[[ Source data open ]]

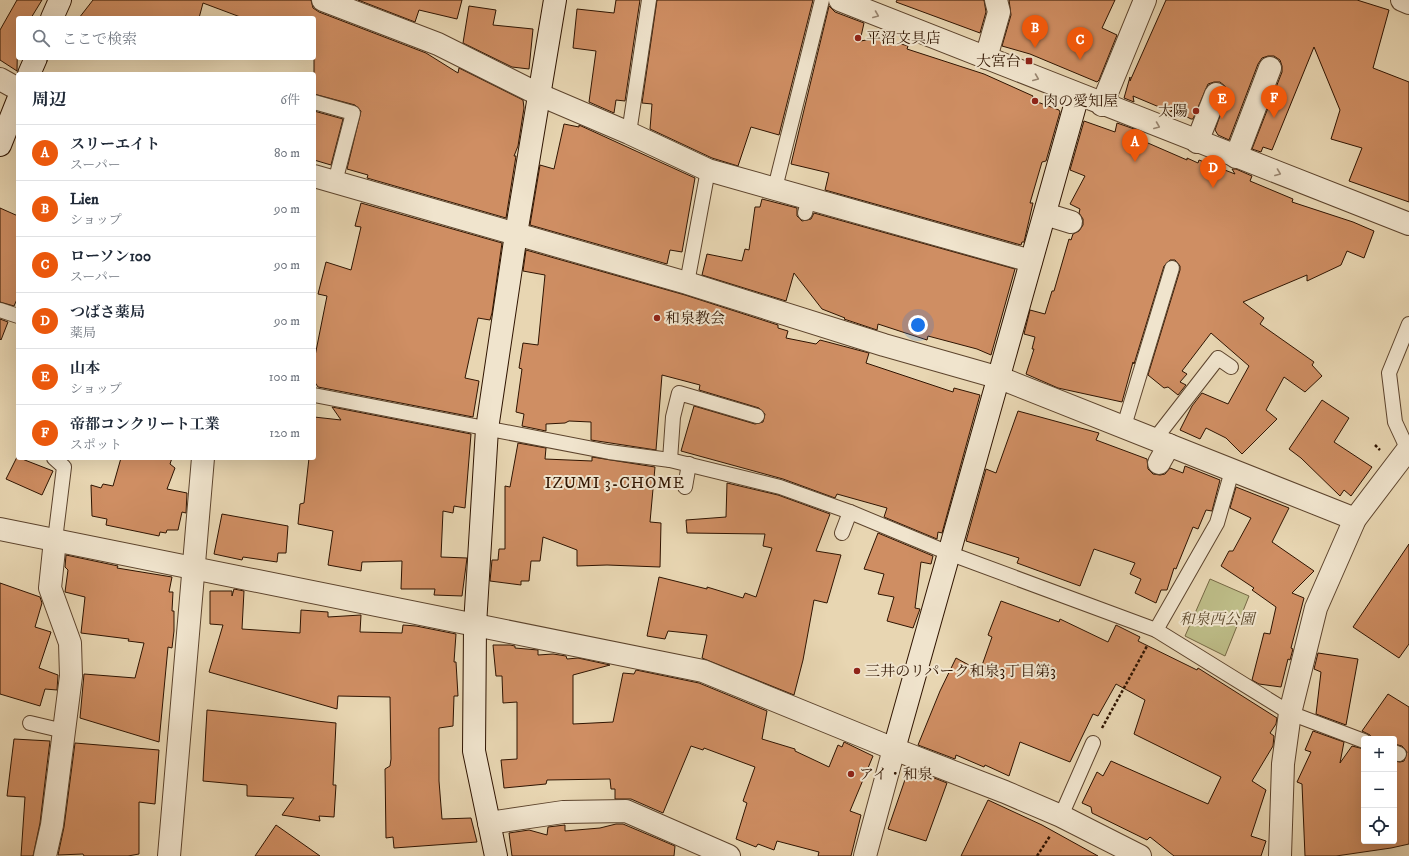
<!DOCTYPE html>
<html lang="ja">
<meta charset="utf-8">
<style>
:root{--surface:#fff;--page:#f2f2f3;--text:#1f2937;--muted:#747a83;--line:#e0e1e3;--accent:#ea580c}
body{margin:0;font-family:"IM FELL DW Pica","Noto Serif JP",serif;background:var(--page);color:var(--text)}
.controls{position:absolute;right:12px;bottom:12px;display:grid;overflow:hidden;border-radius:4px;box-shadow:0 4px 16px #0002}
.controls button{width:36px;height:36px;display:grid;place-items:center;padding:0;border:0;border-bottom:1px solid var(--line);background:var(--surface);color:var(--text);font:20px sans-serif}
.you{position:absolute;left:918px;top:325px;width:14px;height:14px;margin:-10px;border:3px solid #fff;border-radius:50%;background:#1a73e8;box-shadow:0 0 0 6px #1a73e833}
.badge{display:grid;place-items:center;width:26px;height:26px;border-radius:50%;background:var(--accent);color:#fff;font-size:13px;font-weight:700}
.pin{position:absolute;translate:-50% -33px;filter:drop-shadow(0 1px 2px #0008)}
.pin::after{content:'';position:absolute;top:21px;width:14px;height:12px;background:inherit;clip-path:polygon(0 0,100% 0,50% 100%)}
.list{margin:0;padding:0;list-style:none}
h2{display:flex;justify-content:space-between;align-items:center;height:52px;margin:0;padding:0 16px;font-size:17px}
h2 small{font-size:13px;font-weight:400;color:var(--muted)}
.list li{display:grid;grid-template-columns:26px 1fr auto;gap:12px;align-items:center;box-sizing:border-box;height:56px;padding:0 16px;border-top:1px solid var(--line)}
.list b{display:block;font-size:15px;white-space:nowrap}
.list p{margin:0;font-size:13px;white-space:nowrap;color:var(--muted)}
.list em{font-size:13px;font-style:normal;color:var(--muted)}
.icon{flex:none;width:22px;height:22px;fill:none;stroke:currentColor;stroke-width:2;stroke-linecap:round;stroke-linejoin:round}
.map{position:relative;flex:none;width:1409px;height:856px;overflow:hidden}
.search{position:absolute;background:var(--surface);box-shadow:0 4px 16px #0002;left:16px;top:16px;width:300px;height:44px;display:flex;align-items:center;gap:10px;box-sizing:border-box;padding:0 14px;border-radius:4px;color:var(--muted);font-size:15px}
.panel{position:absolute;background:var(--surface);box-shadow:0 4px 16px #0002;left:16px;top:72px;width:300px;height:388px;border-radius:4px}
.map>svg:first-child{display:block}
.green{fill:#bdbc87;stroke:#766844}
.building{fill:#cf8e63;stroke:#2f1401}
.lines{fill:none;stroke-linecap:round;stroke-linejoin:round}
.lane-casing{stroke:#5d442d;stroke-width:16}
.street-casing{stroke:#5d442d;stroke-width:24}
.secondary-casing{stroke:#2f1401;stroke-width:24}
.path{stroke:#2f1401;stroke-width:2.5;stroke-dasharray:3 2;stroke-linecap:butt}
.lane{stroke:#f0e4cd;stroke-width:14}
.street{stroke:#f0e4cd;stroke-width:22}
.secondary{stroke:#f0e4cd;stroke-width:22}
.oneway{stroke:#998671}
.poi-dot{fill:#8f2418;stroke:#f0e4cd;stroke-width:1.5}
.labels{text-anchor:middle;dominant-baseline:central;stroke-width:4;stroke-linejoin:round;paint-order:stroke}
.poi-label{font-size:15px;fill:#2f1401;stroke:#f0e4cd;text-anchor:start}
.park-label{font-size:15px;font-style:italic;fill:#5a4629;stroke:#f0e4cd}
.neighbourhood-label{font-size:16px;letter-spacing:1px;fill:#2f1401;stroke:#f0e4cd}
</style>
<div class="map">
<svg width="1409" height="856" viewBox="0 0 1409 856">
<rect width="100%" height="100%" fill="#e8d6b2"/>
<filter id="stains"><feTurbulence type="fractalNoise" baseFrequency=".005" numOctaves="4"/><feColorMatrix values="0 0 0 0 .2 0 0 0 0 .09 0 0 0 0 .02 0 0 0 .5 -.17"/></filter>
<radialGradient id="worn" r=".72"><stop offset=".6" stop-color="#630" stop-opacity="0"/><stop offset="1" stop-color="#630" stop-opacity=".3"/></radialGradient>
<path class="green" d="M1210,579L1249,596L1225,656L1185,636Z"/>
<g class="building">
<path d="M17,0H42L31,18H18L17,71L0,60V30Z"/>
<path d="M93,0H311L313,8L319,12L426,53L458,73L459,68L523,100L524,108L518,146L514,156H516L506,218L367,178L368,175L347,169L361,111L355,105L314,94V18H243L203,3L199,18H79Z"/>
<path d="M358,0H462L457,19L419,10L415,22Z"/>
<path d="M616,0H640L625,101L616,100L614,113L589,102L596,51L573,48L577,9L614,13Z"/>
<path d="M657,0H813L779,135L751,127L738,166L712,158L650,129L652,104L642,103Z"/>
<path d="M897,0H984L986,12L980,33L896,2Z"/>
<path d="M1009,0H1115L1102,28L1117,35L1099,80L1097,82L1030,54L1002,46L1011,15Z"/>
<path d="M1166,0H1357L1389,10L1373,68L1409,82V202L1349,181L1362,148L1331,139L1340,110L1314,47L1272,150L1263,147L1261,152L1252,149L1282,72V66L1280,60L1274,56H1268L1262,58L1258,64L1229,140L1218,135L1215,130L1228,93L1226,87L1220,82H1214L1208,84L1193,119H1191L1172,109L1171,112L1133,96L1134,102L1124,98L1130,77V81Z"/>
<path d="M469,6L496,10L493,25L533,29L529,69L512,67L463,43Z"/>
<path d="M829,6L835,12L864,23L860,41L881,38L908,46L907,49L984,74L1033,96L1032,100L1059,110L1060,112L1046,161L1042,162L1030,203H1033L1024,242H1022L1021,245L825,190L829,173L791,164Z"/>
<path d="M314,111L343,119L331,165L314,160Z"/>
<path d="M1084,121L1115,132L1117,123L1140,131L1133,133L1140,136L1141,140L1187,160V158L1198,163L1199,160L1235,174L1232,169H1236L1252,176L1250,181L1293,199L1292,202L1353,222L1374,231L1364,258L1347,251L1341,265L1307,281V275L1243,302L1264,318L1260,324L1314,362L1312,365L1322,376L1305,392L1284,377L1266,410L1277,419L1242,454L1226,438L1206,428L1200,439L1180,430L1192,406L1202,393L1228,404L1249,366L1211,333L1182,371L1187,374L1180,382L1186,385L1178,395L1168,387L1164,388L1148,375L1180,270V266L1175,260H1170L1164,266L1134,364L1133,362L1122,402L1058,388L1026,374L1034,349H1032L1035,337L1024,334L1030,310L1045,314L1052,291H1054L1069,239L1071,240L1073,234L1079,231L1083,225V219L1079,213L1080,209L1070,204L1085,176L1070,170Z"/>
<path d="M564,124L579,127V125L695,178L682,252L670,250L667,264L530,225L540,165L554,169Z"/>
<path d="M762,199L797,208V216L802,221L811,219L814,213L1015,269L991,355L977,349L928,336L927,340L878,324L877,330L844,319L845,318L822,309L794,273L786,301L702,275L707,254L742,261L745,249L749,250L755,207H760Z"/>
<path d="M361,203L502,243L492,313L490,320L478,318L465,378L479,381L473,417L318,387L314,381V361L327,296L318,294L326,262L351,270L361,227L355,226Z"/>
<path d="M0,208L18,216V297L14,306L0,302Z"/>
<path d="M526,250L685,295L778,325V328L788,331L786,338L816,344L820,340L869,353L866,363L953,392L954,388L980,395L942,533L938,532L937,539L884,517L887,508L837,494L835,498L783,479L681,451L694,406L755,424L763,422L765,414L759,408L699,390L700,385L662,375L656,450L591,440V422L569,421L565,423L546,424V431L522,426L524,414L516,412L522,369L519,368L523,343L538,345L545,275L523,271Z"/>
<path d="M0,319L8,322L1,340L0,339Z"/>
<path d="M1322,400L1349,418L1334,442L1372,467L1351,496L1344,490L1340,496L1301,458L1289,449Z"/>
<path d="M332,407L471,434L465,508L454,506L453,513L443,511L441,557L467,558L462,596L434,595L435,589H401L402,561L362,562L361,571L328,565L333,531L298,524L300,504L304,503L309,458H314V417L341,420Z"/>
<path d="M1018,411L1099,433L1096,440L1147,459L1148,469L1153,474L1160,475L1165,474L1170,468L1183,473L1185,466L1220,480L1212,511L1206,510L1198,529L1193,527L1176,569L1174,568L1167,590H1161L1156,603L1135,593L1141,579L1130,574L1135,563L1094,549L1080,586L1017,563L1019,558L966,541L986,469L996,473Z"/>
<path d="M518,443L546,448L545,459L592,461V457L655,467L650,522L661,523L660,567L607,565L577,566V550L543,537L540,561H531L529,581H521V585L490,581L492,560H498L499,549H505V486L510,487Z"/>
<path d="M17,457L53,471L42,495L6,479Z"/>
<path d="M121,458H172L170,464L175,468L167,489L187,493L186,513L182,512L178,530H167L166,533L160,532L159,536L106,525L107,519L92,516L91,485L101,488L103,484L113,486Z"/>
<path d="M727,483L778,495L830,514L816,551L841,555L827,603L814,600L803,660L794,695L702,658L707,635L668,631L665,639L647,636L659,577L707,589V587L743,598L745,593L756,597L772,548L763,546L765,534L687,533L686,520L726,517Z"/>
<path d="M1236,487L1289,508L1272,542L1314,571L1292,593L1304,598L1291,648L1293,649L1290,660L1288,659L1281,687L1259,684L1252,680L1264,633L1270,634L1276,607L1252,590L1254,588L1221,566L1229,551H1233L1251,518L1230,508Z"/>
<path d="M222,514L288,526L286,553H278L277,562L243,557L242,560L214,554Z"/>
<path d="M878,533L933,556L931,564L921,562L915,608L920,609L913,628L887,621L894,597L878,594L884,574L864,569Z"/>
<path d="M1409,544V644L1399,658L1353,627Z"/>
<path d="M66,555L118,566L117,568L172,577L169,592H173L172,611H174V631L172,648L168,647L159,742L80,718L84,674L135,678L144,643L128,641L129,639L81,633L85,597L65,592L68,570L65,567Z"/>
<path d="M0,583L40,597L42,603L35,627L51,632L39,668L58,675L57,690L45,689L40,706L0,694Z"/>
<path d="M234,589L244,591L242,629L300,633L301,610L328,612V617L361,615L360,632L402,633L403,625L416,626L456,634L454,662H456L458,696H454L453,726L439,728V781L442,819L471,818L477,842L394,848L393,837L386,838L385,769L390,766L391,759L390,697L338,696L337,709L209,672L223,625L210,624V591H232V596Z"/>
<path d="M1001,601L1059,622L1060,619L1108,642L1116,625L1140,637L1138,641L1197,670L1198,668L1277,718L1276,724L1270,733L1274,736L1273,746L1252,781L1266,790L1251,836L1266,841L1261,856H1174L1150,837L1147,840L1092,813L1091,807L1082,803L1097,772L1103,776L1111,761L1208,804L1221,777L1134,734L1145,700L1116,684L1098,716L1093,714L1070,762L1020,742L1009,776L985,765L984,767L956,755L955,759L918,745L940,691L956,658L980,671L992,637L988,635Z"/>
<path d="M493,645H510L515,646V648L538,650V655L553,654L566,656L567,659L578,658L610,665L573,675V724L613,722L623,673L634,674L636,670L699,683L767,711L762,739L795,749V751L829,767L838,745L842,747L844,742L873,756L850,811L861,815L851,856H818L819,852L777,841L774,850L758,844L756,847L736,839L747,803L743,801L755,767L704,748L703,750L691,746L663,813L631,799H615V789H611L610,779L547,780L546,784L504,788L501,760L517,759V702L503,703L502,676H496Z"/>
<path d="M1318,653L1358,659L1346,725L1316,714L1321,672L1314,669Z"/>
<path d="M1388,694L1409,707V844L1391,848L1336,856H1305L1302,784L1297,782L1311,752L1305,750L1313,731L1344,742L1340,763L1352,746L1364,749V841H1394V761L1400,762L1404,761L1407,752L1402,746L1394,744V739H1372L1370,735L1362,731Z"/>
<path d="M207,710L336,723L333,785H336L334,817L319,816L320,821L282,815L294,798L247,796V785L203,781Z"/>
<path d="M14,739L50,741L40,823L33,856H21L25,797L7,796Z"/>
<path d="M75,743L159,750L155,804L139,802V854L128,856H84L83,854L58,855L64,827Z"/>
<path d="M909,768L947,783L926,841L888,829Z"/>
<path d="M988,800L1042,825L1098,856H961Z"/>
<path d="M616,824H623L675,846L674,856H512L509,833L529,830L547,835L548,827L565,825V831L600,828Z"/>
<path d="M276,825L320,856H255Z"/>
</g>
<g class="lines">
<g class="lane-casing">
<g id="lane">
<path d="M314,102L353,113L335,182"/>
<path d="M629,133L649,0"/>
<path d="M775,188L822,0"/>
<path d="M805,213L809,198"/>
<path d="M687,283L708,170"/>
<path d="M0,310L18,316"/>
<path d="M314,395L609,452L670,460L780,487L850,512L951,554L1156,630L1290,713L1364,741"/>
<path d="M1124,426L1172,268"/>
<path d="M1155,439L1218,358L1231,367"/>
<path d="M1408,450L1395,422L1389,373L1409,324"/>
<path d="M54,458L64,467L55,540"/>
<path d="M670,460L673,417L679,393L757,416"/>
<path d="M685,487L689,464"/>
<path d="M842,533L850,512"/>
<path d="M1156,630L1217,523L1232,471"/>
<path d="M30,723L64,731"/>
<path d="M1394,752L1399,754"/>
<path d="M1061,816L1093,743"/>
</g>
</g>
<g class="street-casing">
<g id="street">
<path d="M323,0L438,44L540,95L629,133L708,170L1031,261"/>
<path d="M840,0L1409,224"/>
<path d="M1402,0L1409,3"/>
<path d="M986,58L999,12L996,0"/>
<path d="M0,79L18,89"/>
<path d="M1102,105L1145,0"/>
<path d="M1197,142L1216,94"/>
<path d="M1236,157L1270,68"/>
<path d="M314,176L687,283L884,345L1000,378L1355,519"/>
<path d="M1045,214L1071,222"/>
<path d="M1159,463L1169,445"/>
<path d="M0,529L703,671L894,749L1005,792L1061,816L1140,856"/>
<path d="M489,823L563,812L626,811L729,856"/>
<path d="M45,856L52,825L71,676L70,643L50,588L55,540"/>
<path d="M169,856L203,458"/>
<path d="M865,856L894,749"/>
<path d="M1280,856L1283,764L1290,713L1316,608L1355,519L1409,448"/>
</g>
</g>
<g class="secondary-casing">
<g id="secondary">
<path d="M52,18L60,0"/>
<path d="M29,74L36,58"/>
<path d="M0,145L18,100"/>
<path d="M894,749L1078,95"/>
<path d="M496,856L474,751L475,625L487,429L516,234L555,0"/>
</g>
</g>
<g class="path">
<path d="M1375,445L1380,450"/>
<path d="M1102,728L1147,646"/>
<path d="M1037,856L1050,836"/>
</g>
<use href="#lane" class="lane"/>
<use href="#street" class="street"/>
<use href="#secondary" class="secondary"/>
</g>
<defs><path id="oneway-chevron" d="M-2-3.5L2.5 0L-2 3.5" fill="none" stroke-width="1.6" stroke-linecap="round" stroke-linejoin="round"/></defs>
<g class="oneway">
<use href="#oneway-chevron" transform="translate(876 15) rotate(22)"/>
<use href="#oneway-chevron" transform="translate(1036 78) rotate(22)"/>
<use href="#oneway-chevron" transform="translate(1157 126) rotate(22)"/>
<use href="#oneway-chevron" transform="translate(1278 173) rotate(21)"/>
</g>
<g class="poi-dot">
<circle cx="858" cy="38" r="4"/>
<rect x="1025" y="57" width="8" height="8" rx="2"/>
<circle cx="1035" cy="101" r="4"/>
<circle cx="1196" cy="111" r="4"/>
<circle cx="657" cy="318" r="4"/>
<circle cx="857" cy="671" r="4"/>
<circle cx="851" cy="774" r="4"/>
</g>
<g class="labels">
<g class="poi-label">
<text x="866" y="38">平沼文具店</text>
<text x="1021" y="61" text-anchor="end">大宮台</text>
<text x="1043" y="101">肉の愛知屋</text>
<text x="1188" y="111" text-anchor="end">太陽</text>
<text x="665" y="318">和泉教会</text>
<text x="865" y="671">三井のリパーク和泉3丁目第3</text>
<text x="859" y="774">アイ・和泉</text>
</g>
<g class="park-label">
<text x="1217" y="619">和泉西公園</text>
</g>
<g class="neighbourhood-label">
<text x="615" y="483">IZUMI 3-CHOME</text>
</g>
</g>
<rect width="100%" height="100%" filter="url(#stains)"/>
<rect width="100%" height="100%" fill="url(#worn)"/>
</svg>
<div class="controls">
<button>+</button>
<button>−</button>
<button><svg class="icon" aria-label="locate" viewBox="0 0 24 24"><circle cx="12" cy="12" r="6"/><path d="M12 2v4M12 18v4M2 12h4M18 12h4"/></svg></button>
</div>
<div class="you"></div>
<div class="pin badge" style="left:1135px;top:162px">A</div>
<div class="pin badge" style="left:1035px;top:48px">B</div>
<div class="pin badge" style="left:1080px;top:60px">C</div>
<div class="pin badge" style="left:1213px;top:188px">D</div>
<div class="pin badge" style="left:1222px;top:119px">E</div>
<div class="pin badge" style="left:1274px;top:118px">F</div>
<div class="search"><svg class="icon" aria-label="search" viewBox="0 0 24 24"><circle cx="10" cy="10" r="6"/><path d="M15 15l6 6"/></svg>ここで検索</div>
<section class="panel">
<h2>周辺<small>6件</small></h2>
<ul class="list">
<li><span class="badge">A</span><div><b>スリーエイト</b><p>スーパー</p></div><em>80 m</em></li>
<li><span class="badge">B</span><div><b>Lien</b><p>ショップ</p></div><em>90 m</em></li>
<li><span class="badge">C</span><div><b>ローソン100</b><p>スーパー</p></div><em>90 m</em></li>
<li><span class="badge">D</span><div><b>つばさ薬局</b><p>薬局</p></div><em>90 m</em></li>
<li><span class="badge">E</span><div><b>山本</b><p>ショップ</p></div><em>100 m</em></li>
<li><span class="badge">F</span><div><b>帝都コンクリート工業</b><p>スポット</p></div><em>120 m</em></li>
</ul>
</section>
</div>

[[ Source data closed ]]

*Exercise details:*
Take every line from the records above that has the word "solid" and copy it.

*Answer to the exercise:*
.controls button{width:36px;height:36px;display:grid;place-items:center;padding:0;border:0;border-bottom:1px solid var(--line);background:var(--surface);color:var(--text);font:20px sans-serif}
.you{position:absolute;left:918px;top:325px;width:14px;height:14px;margin:-10px;border:3px solid #fff;border-radius:50%;background:#1a73e8;box-shadow:0 0 0 6px #1a73e833}
.list li{display:grid;grid-template-columns:26px 1fr auto;gap:12px;align-items:center;box-sizing:border-box;height:56px;padding:0 16px;border-top:1px solid var(--line)}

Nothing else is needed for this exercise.